HackingLZ

HackingLZ / maps_scanner

Public

MAPS cloud scanner and response parser for Microsoft Defender research.

malware-analysis maps protocol-analysis python security-research
74
3
100% credibility
Found Feb 20, 2026 at 50 stars -- GitGems finds repos before they trend. Get early access to the next one.
Sign Up Free
AI Analysis
Python
AI Summary

A research tool that connects to Microsoft's Windows Defender cloud service to check file reputations, URL safety, and perform local file analysis.

How It Works

1
🔍 Discover the safety checker

You find a helpful tool online that lets you ask Microsoft's safety cloud if files or links are dangerous, perfect for curious security explorers.

2
📥 Get it ready

Download the tool and prepare it with a simple setup so it's all set to use on your computer.

3
🗂️ Choose what to check

Pick a file, web link, or its unique fingerprint to see if it's safe.

4
☁️ Send for cloud check

The tool quietly talks to the safety cloud and brings back a quick answer on whether it's clean, risky, or unknown.

5
📊 View your results

See clear results like 'safe', 'malware detected', or details on threats, with options for deeper local peeks.

6
🔬 Explore more checks

Try scanning batches, testing connections, or building custom queries to learn even more about safety signals.

🛡️ Master file safety

Now you confidently spot dangers in files and links using pro-level cloud insights, all for safe research.

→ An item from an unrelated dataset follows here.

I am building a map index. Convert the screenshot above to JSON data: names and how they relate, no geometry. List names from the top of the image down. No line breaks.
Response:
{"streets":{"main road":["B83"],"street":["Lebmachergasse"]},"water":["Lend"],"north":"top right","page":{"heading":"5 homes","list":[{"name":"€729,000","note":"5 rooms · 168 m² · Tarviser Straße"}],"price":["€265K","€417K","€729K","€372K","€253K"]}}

Sign up to see the full architecture

5 more

Sign Up Free

Star Growth

See how this repo grew from 50 to 74 stars Sign Up Free
Repurpose This Repo

Repurpose is a Pro feature

Generate ready-to-use prompts for X threads, LinkedIn posts, blog posts, YouTube scripts, and more -- with full repo context baked in.

Unlock Repurpose
AI-Generated Review

What is maps_scanner?

This Python tool lets you directly query Microsoft Defender's MAPS cloud service—the backend powering real-time file reputation, URL checks, and dynamic signatures. Submit files, hashes, or URLs for cloud verdicts (clean, malware, PUA), test connectivity with heartbeats, or run local PE analysis without network calls. It also builds, decodes, and replays Bond protocol payloads, turning opaque cloud interactions into actionable research.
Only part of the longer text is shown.